The problem:
How many of the lines below include "family"? Give the number and no other words.

[[ Given data open ]]

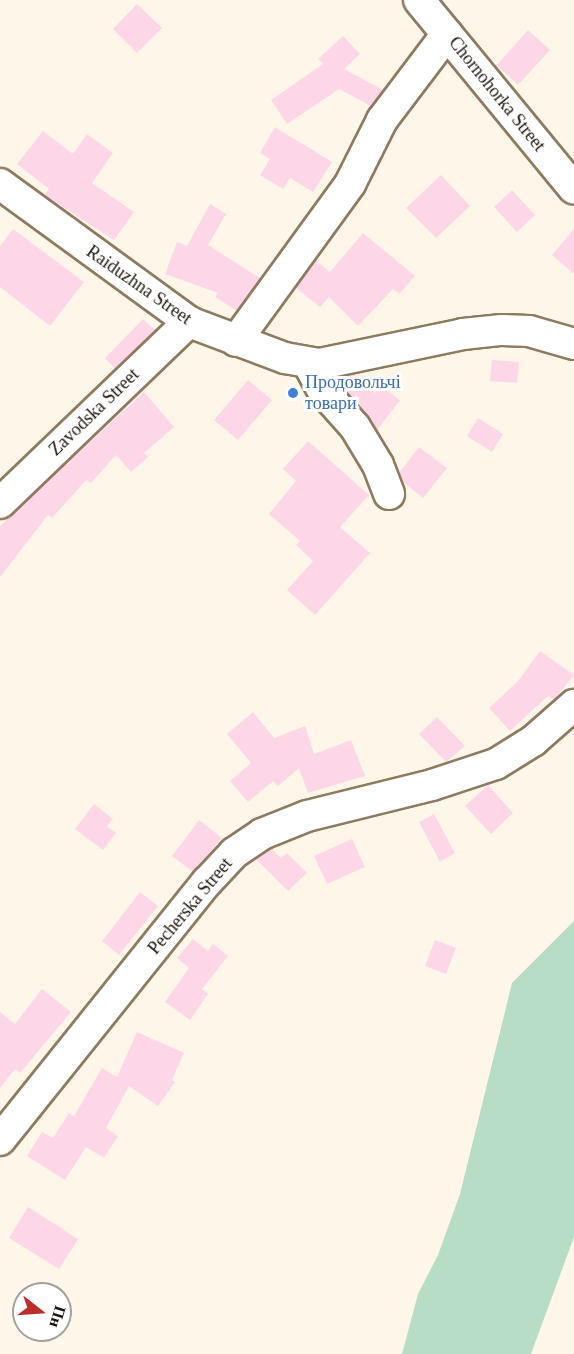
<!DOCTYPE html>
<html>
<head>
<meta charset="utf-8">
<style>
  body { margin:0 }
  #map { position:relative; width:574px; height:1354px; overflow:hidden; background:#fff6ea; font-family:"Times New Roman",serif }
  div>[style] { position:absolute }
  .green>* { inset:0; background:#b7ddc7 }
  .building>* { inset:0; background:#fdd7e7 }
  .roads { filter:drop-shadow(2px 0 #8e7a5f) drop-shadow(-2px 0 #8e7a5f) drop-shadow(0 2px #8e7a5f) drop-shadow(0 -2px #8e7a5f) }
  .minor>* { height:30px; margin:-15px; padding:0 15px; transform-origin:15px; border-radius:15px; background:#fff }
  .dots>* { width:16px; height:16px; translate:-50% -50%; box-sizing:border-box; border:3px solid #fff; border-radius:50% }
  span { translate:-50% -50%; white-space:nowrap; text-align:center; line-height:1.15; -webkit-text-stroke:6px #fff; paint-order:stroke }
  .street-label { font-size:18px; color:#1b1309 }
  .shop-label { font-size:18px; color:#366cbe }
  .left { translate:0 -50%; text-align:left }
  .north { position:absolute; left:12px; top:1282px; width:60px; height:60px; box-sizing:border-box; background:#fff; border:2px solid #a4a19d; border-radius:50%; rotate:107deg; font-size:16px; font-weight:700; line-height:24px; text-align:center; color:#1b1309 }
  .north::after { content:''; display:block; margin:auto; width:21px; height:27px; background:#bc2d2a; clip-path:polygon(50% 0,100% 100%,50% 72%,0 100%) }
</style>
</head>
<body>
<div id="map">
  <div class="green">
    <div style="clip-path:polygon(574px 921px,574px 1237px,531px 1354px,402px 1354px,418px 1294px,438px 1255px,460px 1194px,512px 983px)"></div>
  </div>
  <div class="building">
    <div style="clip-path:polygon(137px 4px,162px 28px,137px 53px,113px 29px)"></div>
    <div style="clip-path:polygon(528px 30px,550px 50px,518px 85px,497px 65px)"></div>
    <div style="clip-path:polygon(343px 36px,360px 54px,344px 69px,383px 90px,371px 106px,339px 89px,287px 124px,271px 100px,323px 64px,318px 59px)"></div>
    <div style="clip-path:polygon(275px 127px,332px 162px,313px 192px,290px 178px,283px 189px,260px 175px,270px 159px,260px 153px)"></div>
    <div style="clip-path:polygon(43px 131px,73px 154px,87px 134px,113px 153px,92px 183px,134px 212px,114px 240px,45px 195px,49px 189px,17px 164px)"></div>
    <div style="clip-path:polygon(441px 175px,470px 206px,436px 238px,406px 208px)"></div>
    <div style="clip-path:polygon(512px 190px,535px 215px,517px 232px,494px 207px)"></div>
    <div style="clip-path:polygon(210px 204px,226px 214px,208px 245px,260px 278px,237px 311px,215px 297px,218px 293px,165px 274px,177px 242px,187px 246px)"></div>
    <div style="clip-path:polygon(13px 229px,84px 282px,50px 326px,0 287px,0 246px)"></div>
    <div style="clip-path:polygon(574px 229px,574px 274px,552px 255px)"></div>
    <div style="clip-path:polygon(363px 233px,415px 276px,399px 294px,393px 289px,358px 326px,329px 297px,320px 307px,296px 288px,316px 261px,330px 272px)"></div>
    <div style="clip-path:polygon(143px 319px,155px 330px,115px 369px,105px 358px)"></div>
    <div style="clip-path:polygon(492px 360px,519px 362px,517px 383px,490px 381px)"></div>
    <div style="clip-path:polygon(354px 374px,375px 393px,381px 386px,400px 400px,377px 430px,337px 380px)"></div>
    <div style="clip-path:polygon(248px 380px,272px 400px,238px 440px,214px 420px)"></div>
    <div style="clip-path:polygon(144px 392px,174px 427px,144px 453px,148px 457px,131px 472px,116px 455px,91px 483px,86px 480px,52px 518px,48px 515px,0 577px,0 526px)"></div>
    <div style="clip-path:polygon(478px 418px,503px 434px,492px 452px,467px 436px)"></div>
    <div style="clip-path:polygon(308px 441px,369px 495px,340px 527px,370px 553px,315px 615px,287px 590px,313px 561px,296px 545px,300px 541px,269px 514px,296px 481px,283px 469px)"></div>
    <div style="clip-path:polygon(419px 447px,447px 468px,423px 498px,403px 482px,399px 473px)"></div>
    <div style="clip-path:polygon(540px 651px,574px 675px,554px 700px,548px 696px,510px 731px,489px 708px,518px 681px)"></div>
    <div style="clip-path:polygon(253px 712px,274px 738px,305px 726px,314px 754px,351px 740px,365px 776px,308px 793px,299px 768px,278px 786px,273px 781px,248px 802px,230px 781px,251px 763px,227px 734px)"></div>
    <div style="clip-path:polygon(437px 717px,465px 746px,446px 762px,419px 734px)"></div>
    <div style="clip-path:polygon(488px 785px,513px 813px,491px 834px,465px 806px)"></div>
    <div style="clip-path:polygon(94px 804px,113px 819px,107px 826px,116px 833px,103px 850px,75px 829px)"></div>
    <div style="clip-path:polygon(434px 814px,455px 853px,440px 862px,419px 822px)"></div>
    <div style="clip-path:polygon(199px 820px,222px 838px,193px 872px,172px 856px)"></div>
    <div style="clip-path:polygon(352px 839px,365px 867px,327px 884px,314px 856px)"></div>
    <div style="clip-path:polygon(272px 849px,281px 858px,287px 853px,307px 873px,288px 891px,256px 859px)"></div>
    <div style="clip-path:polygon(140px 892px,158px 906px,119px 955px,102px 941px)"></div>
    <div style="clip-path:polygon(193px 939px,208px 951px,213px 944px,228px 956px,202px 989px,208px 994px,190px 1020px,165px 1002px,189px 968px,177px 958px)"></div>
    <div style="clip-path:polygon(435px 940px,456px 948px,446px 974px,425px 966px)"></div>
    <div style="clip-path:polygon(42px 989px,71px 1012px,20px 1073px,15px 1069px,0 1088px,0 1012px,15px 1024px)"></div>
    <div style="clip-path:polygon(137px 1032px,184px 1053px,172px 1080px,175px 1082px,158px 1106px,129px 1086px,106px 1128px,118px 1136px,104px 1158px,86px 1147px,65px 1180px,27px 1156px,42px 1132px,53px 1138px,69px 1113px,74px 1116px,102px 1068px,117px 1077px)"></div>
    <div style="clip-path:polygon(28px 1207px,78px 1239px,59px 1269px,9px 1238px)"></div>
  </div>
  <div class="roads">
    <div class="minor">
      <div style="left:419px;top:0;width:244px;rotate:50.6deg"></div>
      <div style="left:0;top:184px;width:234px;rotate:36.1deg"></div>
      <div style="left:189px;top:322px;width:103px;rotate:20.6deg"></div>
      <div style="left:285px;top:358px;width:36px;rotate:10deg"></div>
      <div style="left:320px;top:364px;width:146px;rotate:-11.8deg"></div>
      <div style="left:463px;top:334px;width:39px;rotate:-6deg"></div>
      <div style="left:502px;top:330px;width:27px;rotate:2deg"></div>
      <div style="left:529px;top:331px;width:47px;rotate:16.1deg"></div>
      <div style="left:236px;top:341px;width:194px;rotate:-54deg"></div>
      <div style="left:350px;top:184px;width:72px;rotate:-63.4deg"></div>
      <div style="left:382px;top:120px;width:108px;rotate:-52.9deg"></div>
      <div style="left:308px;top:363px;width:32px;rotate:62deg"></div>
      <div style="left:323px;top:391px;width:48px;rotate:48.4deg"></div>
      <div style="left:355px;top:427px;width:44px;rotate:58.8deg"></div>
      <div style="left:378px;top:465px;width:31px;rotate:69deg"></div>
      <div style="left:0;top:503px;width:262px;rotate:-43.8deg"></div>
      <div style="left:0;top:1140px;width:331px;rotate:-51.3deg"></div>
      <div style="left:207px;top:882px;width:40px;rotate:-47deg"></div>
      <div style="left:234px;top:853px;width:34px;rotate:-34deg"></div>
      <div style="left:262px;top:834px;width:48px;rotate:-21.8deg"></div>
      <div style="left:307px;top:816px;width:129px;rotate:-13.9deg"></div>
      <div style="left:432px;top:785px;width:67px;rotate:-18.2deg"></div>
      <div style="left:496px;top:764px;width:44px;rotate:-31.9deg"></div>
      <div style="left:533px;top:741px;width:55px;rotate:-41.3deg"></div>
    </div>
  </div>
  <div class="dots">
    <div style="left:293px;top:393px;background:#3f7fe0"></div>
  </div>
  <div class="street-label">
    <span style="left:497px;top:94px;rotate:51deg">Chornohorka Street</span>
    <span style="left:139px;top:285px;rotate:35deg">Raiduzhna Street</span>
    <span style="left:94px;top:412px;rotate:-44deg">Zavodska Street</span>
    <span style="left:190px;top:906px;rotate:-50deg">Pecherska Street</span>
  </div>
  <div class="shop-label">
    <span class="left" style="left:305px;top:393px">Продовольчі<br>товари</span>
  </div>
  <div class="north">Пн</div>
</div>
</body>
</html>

[[ Given data closed ]]
[[ Given data open ]]

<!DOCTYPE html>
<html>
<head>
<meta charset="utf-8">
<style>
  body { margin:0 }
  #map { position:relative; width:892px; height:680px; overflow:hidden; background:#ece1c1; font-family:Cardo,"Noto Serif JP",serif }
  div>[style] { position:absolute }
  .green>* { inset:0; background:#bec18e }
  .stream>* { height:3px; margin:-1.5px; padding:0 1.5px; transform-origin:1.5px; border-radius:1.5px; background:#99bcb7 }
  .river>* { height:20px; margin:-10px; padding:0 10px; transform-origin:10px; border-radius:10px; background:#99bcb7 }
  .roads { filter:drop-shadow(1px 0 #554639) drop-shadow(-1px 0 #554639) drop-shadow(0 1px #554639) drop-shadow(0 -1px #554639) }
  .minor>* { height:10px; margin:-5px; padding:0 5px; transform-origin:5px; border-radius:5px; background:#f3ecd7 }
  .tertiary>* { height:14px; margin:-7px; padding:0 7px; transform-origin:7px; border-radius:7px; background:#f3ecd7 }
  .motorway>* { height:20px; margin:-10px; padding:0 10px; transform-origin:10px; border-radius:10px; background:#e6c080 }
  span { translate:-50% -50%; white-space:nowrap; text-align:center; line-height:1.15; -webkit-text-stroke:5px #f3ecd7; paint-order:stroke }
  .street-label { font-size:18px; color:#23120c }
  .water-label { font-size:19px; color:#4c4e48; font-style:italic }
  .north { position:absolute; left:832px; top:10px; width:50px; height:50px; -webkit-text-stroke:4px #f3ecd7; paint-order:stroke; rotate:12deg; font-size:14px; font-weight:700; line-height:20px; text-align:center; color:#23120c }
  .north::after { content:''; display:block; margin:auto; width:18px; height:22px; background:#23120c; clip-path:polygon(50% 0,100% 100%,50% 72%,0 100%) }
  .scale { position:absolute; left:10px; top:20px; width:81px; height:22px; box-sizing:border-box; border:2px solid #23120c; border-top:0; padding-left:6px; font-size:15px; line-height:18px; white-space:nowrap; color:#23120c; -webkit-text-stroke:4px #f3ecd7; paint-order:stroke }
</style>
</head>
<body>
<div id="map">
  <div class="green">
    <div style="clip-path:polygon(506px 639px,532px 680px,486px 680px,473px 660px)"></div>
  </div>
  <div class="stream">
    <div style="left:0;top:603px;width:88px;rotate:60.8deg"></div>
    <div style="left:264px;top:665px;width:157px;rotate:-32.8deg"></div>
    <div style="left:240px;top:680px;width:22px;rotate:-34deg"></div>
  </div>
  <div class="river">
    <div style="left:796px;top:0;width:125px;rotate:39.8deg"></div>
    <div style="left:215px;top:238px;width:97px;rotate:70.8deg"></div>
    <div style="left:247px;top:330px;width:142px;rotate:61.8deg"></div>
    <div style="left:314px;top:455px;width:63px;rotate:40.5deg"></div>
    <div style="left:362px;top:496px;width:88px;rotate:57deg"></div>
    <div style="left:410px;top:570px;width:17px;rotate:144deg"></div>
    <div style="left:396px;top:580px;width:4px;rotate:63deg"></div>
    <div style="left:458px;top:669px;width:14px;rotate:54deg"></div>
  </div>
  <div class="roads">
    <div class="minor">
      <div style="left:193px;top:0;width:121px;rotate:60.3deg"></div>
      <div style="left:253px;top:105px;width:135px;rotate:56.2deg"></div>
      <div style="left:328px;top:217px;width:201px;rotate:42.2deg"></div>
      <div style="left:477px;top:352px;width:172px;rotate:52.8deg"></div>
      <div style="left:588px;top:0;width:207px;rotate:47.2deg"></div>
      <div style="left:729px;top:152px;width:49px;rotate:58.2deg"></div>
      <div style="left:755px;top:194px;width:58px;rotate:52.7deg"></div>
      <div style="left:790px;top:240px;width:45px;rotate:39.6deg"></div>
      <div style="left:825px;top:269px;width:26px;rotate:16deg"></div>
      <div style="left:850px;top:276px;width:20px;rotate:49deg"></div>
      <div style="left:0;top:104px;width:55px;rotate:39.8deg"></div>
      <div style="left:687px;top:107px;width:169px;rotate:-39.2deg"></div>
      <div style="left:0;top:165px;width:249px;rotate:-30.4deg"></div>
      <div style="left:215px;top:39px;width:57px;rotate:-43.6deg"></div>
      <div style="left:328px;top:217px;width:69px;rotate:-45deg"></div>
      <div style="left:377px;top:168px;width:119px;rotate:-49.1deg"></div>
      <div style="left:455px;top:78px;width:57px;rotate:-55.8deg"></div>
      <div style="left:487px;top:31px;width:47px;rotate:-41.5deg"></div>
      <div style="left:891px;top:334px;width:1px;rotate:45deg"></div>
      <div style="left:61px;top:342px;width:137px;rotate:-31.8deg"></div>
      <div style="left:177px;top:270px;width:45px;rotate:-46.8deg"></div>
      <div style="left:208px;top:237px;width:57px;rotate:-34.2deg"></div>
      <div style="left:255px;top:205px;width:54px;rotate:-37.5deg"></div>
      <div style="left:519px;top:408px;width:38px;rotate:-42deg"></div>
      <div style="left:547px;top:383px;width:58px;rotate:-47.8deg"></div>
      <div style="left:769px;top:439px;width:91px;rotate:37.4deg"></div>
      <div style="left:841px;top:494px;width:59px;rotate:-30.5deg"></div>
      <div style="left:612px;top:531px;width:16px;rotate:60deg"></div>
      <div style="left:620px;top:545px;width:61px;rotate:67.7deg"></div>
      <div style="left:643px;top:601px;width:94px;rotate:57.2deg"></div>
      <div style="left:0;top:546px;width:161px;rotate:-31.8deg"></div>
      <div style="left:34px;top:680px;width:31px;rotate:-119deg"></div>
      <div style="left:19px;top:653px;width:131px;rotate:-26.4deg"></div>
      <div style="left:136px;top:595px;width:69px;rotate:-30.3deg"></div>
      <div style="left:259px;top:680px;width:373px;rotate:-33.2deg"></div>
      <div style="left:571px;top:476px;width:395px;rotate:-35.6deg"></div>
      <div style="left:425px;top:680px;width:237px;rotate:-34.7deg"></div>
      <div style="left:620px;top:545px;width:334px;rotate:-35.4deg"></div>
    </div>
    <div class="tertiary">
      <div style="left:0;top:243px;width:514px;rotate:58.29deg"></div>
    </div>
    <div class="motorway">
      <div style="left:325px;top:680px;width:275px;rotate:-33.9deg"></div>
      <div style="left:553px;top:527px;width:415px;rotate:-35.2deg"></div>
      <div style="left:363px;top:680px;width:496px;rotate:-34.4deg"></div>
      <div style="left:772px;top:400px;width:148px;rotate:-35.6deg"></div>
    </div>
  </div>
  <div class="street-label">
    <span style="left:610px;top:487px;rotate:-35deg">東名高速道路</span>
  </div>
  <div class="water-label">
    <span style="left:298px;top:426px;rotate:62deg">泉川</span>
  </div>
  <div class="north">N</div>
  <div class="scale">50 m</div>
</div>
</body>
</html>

[[ Given data closed ]]

Answer section:
2